▸ The problem: Write out the listing, please, but only from its first line through the line containing "function write(font, color, halo, rows, align", exactly as given and without pictures.

▸ Available records:
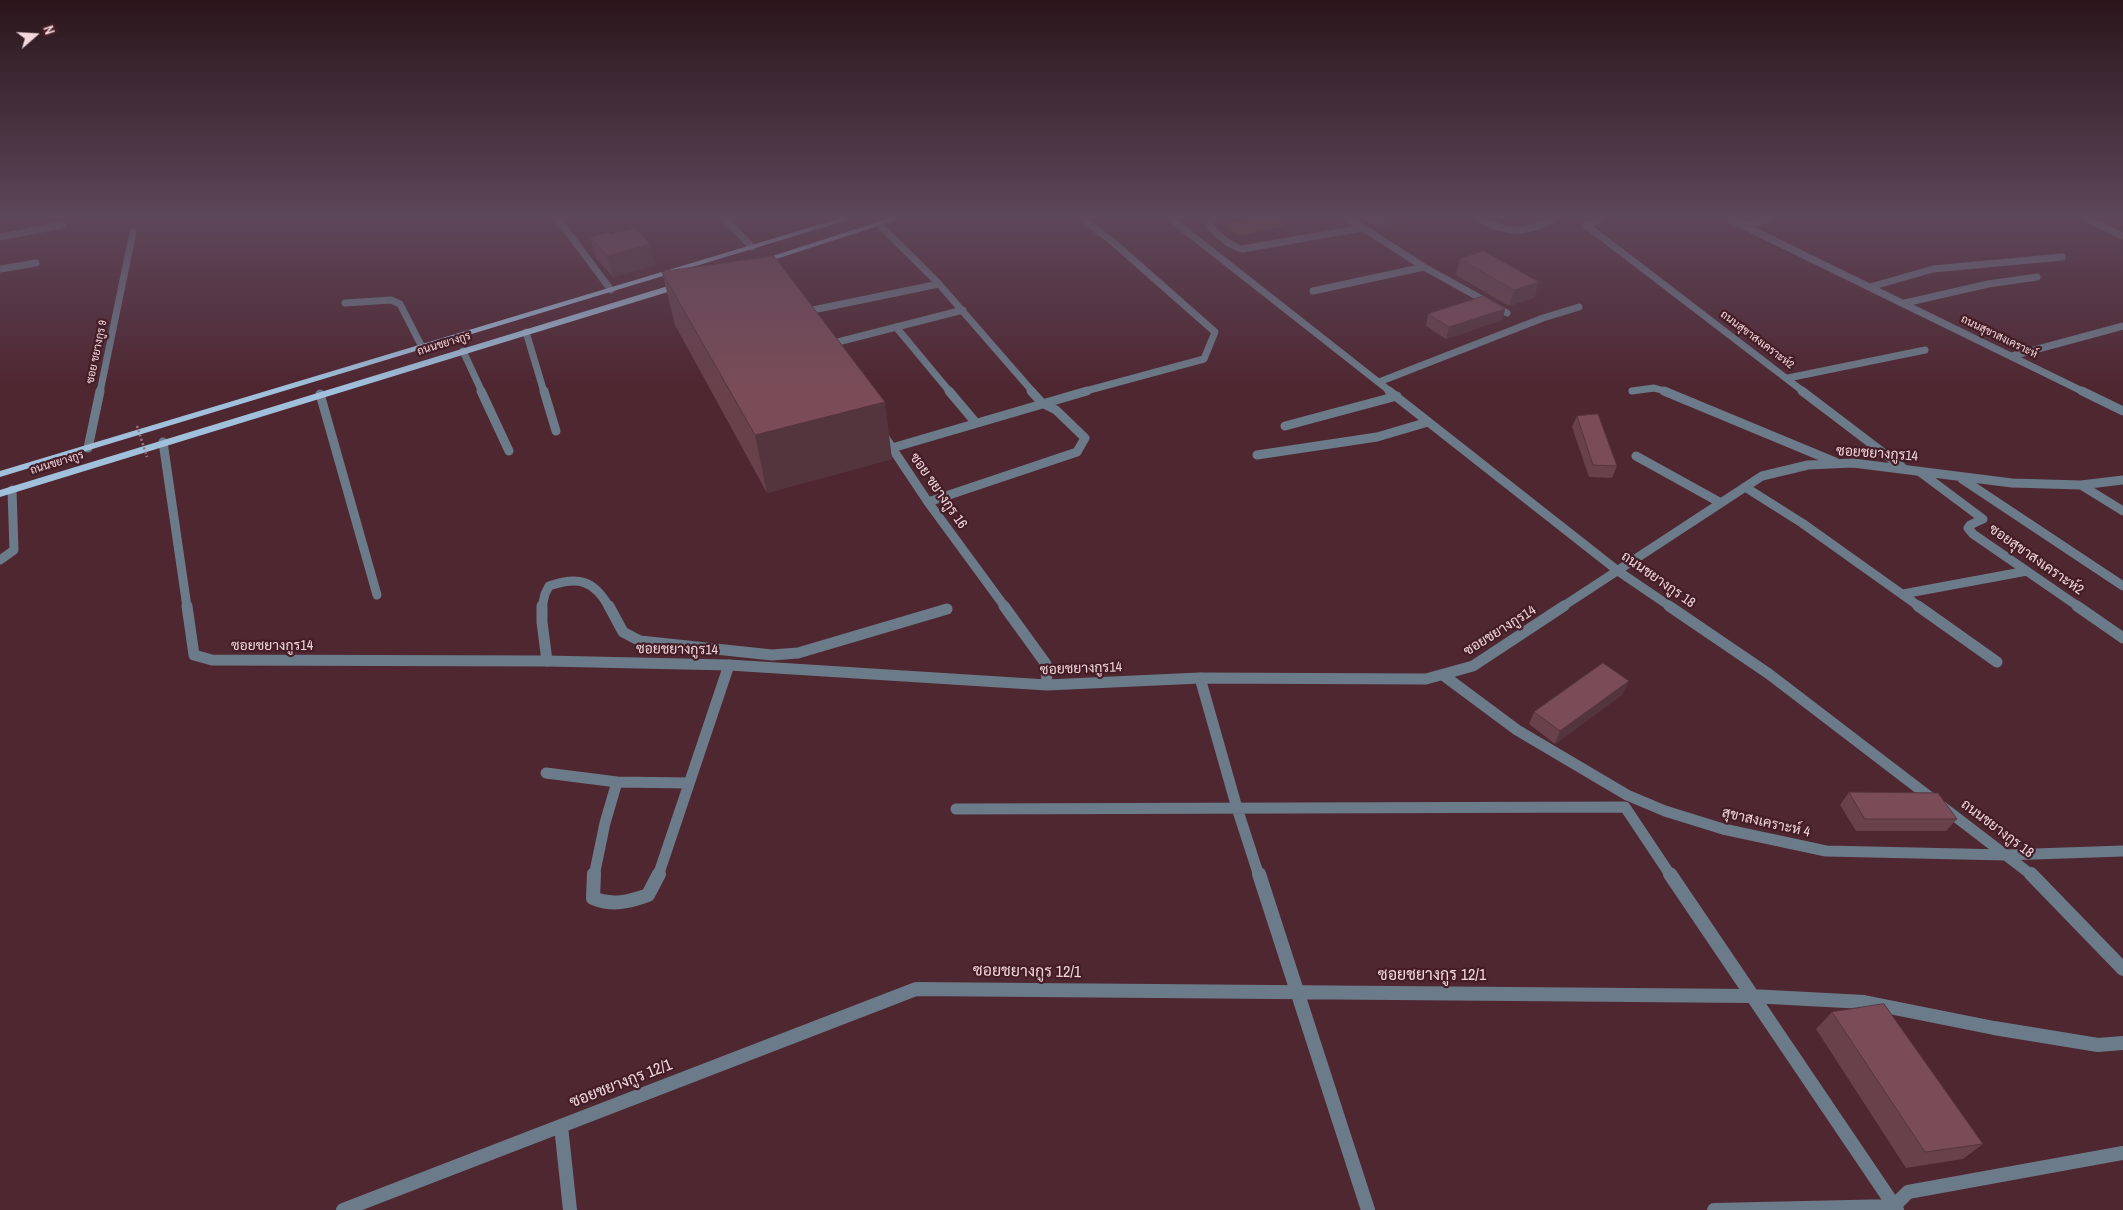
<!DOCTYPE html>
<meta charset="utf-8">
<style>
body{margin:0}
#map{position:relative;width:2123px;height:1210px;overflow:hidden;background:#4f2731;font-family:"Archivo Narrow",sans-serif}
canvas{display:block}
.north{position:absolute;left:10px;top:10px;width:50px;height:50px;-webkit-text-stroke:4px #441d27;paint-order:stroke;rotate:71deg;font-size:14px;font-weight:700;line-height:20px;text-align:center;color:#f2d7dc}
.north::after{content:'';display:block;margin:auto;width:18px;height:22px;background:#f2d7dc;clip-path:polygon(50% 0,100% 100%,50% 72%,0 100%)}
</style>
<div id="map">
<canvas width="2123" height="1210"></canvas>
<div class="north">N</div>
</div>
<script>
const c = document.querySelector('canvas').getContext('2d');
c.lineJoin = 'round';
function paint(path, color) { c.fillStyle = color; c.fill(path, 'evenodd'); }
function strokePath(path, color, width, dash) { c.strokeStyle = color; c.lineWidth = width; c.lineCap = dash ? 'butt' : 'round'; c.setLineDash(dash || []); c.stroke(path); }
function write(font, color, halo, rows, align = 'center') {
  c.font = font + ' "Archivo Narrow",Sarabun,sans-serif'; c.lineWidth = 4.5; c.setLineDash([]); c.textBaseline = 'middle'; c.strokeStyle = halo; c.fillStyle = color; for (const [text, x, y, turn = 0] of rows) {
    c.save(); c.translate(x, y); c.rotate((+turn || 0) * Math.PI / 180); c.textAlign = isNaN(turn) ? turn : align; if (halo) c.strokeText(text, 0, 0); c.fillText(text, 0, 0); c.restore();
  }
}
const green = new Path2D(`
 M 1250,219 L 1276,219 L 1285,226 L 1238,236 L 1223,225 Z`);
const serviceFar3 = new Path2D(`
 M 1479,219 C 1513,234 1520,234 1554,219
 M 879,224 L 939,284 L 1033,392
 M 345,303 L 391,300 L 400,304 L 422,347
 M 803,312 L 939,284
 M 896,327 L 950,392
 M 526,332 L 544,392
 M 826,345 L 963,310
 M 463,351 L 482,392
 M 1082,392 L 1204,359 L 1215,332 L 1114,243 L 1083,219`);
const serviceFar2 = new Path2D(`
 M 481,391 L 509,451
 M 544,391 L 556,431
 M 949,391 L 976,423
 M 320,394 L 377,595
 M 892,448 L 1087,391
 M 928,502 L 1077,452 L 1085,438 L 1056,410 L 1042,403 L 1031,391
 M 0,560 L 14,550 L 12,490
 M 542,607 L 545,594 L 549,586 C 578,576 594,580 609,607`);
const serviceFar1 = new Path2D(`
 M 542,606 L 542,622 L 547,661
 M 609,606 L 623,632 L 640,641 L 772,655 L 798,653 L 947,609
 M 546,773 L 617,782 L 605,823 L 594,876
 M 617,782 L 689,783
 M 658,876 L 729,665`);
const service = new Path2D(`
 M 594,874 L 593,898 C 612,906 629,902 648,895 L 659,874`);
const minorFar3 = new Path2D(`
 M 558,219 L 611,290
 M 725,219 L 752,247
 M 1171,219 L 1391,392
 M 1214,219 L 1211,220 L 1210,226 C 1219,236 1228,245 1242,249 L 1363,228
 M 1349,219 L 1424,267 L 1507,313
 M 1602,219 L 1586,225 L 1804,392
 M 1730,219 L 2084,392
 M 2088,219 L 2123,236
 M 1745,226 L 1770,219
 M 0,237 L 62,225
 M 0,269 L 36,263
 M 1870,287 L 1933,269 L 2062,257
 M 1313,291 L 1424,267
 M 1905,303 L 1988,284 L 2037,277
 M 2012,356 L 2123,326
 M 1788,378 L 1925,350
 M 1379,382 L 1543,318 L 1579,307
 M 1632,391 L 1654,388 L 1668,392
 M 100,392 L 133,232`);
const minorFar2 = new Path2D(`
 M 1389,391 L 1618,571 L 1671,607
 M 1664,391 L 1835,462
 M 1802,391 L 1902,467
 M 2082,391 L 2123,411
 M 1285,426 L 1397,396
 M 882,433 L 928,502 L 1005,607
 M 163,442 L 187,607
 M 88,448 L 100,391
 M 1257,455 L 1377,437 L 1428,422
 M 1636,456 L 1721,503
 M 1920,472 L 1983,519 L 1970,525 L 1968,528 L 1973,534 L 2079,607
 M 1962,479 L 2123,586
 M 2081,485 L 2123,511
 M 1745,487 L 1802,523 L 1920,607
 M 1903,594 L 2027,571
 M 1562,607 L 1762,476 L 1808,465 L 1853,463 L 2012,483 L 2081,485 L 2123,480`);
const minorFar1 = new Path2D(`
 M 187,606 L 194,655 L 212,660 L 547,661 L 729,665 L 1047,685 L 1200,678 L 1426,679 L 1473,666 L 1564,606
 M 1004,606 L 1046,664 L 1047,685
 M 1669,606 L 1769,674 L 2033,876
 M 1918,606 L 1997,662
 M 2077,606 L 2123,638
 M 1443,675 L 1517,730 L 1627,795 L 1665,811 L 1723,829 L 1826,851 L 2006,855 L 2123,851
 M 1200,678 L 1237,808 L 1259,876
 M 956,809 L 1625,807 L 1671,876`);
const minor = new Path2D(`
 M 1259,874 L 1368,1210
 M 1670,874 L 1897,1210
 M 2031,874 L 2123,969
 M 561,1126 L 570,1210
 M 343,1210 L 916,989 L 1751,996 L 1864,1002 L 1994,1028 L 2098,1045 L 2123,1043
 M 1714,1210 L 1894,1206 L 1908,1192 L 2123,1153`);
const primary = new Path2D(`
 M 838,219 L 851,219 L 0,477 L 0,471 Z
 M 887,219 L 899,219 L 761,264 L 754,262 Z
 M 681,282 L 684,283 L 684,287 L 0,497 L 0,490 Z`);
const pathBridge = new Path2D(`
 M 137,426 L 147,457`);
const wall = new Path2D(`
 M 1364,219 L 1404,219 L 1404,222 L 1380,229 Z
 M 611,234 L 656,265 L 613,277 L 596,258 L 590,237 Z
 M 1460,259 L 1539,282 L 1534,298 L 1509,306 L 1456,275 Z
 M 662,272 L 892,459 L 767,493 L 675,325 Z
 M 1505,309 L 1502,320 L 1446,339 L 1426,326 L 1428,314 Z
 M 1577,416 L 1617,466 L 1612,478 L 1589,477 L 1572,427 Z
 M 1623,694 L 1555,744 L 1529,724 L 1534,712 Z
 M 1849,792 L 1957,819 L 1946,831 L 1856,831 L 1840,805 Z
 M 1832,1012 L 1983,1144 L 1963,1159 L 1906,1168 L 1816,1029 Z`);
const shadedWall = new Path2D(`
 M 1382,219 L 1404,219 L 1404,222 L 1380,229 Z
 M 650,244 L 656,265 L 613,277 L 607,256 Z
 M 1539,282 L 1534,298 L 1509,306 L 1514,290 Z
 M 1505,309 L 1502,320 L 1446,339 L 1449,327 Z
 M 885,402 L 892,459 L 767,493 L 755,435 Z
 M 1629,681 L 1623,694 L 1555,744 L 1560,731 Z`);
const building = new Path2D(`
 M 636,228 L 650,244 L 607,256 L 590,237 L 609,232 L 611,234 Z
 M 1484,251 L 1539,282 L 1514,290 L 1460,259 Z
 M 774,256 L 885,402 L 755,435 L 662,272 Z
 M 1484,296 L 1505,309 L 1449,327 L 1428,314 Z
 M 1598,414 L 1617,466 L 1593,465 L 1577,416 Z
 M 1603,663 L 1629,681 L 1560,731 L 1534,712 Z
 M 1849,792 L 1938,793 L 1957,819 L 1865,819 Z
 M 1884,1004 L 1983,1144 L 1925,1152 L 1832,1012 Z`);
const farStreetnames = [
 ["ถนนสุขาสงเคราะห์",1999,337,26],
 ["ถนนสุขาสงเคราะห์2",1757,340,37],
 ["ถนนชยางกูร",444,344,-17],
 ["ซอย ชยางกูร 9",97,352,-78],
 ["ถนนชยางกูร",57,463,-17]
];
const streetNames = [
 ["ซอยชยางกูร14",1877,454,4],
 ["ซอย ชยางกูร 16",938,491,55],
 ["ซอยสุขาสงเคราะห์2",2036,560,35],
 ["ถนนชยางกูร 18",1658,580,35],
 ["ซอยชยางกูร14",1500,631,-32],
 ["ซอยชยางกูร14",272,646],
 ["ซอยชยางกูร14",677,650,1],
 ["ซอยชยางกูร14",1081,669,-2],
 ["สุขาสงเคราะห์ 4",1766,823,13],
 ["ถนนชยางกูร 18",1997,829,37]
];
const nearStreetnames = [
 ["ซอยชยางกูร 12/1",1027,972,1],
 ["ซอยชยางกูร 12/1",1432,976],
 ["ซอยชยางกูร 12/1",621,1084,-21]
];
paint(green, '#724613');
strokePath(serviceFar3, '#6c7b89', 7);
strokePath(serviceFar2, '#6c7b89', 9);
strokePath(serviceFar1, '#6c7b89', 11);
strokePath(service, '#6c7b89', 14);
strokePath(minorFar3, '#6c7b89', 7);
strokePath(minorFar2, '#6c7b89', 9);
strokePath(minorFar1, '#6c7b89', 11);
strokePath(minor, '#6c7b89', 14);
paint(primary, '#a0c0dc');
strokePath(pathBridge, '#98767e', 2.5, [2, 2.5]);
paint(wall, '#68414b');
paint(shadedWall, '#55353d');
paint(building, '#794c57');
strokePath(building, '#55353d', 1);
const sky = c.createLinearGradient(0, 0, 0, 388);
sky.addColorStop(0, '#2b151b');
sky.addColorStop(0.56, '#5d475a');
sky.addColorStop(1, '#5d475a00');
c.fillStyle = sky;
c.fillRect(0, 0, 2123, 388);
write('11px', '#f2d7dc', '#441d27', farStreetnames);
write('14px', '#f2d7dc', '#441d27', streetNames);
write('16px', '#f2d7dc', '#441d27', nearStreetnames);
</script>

▸ Final answer:
<!DOCTYPE html>
<meta charset="utf-8">
<style>
body{margin:0}
#map{position:relative;width:2123px;height:1210px;overflow:hidden;background:#4f2731;font-family:"Archivo Narrow",sans-serif}
canvas{display:block}
.north{position:absolute;left:10px;top:10px;width:50px;height:50px;-webkit-text-stroke:4px #441d27;paint-order:stroke;rotate:71deg;font-size:14px;font-weight:700;line-height:20px;text-align:center;color:#f2d7dc}
.north::after{content:'';display:block;margin:auto;width:18px;height:22px;background:#f2d7dc;clip-path:polygon(50% 0,100% 100%,50% 72%,0 100%)}
</style>
<div id="map">
<canvas width="2123" height="1210"></canvas>
<div class="north">N</div>
</div>
<script>
const c = document.querySelector('canvas').getContext('2d');
c.lineJoin = 'round';
function paint(path, color) { c.fillStyle = color; c.fill(path, 'evenodd'); }
function strokePath(path, color, width, dash) { c.strokeStyle = color; c.lineWidth = width; c.lineCap = dash ? 'butt' : 'round'; c.setLineDash(dash || []); c.stroke(path); }
function write(font, color, halo, rows, align = 'center') {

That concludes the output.